There had been a rise of 20 per cent in the price of bitcoin after it’s futures trading was launched form the Chicago-based derivatives exchange Cboe Global Markets on Dec. 10.
It is estimated that big institutional investors would now take bitcoin seriously after it’s launch of futures and hence this development is being regarded as a major step in the cryptocurrency attaining legitimacy as a mode of payments.
“We saw a nice open on light volume, but pretty uneventful so far,” Spencer Bogart, partner at Blockchain Capital LLC, said shortly after trading began on Sunday.
“This is a brand-new asset class and I think perhaps a lot of investors want to sit back and see how this plays out before dipping their toes in this market.”
590 contracts was the volume on CME recently. During the full session on debut, it had almost 4,000 contracts.
Bitcoin was the first digital currency that had managed to secure and hide transactions using blockchain technology when it was first created in 2008 by either an individual or group that was called Satoshi Nakamoto. This hidden nature of the cryptocurrency has made it difficult for traditional regulators to implement any regulation on it.

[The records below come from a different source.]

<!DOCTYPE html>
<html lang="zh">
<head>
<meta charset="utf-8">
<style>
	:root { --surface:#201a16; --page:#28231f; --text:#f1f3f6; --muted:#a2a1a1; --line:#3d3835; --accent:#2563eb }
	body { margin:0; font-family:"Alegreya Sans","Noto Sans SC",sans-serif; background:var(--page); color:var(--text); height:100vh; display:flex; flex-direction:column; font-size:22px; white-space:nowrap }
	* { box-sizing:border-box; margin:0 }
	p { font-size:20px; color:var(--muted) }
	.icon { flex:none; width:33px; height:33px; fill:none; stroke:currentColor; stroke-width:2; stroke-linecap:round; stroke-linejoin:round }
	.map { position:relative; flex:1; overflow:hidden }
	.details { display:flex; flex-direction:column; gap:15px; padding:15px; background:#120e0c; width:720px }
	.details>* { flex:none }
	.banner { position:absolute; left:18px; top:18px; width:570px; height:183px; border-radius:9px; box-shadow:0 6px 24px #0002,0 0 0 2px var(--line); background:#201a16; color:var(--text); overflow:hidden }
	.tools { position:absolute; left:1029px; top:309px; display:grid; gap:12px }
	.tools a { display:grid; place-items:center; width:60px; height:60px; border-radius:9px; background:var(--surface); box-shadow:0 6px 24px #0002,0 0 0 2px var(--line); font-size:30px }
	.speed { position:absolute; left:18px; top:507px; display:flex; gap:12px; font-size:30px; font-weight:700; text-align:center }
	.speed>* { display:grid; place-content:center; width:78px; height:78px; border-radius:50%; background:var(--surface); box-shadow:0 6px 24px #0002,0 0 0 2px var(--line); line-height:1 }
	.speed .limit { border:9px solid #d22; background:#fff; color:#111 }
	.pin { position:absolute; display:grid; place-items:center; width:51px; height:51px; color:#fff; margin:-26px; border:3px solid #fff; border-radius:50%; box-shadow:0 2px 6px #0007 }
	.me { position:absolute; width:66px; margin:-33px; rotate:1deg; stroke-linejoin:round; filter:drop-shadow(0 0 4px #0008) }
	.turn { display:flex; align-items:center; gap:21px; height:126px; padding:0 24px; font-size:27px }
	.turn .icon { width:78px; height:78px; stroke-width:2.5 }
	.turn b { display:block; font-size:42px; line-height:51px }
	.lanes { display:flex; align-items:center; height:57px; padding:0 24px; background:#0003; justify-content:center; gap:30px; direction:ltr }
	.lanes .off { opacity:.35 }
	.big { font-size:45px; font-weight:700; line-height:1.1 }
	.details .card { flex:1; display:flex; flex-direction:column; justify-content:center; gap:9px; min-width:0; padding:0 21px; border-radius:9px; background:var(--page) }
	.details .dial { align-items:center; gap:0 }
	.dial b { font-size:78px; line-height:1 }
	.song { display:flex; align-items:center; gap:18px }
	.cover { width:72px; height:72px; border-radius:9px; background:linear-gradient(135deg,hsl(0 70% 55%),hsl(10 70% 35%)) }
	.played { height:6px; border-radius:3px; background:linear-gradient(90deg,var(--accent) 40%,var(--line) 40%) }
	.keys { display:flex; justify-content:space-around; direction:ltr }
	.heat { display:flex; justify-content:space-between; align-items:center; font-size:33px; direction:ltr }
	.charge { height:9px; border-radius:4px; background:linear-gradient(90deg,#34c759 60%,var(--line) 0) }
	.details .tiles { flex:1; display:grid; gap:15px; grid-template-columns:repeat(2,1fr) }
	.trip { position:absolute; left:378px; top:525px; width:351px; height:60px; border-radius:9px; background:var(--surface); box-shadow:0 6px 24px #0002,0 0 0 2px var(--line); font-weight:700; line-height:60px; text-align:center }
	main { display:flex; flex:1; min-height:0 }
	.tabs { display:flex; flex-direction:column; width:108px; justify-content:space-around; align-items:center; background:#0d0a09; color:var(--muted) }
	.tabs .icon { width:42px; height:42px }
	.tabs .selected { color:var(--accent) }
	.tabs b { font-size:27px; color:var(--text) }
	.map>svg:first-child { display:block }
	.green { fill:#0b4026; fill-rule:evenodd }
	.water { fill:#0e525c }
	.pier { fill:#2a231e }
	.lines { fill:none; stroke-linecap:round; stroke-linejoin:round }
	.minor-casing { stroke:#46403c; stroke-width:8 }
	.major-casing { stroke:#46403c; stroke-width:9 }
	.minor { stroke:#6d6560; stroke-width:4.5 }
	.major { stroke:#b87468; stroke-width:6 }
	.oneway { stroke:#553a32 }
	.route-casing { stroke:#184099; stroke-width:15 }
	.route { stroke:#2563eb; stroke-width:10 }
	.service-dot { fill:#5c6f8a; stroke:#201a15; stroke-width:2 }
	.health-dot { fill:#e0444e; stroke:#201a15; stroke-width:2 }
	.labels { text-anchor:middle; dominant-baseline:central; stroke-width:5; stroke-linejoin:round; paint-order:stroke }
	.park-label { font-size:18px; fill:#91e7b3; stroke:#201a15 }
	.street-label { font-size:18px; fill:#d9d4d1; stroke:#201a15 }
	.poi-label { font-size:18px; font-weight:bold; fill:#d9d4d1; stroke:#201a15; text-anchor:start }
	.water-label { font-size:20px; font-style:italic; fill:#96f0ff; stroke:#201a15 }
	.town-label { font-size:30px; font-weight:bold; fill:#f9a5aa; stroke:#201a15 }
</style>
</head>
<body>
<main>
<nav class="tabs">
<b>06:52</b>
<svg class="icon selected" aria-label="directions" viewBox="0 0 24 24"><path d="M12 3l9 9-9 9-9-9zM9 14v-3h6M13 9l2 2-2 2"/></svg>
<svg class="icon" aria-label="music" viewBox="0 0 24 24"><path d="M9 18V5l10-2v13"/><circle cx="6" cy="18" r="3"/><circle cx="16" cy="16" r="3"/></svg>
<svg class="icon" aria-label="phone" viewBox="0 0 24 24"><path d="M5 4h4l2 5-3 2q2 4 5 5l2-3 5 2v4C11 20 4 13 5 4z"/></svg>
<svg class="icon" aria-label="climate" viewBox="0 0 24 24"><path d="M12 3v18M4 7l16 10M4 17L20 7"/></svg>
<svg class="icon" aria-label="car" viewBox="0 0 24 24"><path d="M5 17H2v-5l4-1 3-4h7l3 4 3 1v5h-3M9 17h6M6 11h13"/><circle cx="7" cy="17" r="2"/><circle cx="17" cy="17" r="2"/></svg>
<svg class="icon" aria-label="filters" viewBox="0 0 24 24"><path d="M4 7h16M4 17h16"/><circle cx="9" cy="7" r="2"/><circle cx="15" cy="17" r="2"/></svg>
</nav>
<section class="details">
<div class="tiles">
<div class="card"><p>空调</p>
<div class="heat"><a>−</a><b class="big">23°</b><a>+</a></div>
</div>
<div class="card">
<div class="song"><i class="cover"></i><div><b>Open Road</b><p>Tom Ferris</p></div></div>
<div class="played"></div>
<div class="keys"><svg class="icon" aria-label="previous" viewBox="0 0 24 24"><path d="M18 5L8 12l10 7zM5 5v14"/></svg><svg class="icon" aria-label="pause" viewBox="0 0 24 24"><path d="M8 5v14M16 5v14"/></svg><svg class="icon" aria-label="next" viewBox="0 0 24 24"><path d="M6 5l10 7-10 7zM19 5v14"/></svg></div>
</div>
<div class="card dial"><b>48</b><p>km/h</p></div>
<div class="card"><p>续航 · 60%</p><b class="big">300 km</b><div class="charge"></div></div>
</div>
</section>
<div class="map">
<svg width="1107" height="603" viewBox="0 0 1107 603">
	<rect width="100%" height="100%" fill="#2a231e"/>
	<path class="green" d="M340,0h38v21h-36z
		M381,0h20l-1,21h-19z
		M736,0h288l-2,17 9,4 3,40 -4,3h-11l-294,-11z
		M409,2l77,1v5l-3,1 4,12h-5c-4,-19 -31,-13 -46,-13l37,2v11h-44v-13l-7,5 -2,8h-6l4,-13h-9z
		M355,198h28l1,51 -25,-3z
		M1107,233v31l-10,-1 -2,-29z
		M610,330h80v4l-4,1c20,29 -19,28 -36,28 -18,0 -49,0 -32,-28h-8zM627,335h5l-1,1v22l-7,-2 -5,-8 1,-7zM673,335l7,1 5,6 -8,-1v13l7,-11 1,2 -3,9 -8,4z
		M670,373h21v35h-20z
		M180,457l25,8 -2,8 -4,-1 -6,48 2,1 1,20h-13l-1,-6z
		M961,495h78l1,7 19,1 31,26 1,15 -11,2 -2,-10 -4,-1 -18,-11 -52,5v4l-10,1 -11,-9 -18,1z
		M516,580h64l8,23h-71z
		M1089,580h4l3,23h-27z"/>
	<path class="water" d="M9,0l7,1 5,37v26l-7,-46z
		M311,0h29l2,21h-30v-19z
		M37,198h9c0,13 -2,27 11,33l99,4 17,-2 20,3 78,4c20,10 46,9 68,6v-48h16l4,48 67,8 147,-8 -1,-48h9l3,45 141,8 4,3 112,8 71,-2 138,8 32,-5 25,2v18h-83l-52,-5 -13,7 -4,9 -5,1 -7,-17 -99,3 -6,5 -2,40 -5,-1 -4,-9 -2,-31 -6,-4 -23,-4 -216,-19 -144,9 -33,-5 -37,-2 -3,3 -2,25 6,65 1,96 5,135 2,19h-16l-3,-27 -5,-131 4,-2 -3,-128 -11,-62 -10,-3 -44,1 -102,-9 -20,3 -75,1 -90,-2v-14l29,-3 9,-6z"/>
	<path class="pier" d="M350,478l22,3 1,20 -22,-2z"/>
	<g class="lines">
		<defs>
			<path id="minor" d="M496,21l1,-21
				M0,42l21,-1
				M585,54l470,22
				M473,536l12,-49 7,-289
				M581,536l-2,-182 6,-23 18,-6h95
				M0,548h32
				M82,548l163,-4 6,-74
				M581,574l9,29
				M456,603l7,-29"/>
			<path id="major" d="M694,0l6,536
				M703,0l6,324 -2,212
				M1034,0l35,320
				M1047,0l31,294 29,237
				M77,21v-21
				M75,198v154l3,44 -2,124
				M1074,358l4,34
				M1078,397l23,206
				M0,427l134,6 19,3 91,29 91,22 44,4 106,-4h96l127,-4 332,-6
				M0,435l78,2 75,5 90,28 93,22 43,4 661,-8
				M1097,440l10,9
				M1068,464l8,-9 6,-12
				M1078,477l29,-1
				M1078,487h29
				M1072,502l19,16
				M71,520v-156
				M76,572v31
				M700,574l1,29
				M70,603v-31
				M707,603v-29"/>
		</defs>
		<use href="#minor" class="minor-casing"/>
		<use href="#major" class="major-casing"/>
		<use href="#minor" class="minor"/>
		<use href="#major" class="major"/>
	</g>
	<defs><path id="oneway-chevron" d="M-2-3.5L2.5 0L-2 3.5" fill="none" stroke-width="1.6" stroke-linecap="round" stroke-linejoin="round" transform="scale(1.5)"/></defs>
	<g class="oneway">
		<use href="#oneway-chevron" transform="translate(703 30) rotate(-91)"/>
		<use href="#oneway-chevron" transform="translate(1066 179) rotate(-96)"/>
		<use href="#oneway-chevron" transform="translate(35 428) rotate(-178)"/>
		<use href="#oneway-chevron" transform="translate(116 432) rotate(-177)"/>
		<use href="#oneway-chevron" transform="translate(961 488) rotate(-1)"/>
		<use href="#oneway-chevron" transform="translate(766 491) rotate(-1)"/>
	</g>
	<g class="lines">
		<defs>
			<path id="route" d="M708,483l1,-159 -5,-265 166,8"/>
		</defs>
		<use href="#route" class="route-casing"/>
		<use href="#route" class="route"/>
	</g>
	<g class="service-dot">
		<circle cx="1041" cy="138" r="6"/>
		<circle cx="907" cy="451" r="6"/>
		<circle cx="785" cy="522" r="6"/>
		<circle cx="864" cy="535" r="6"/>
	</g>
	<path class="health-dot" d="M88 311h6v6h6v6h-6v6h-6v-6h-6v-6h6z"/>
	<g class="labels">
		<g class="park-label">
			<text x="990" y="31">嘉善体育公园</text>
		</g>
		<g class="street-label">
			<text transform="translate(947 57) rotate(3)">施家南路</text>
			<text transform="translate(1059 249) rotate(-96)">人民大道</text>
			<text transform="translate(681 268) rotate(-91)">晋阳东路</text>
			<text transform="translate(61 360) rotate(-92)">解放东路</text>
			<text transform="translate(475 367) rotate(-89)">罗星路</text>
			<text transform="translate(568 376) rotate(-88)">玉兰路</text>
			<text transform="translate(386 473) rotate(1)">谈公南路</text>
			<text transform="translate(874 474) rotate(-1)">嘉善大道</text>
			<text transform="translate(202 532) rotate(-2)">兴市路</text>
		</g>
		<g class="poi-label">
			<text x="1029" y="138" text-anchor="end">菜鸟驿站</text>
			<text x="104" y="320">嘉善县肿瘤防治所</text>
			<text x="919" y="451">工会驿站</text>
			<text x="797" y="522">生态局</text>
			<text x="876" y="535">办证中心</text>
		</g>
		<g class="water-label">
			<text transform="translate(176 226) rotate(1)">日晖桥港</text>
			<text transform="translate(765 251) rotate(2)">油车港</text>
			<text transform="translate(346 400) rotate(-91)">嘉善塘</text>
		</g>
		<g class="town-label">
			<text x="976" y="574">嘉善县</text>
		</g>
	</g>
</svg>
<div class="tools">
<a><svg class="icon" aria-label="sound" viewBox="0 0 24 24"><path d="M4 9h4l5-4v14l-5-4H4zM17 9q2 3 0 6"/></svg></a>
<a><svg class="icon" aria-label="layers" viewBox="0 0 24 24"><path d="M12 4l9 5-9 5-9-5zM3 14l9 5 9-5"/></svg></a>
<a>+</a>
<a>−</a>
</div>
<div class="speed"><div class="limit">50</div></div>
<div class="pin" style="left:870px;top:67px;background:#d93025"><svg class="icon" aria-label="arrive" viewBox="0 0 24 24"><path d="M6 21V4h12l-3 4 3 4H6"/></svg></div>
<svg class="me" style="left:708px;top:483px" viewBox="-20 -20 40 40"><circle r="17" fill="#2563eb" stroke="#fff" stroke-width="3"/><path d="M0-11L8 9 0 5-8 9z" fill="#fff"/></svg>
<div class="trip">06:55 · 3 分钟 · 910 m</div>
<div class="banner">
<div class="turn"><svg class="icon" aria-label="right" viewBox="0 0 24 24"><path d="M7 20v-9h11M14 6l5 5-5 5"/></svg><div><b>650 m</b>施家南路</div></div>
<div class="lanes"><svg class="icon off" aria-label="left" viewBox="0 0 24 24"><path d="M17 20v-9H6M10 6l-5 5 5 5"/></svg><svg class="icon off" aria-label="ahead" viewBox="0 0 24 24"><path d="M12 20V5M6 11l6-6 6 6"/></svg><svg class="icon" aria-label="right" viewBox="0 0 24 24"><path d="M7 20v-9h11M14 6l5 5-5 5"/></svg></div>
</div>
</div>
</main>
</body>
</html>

Because of the fact that the ultimate settlement price is culled from multiple exchanges, therefore more institutional demand would be attracted by the CME bitcoin futures believe some investors.
“The launch should increase buy side pressure and potentially be the catalyst that pushes bitcoin above $20,000,” said Shane Chanel, a fund manager at ASR Wealth Advisers in Melbourne.
“The introduction by CME and CBOE has added validity acknowledging bitcoin as a legitimate asset.”
Cameron and Tyler Winklevoss are virtual currency entrepreneurs who own and rung the Gemini exchange from where the closing auction price of bitcoin is got from for the Cboe futures contract.
But the margin requirements for the contracts is reflective of the continued general sentiment of caution about the cryptocurrency in the market.
For every new contract, traders have to make an initial deposit into an account which is referred to as margin in the futures market.
The volatility of bitcoin is reflected by that margin money – which is 40 per cent in the Cboe and 35 per cent at the CME. In contrast, only 5 per cent is the margin requirement for an S&P 500 futures contract.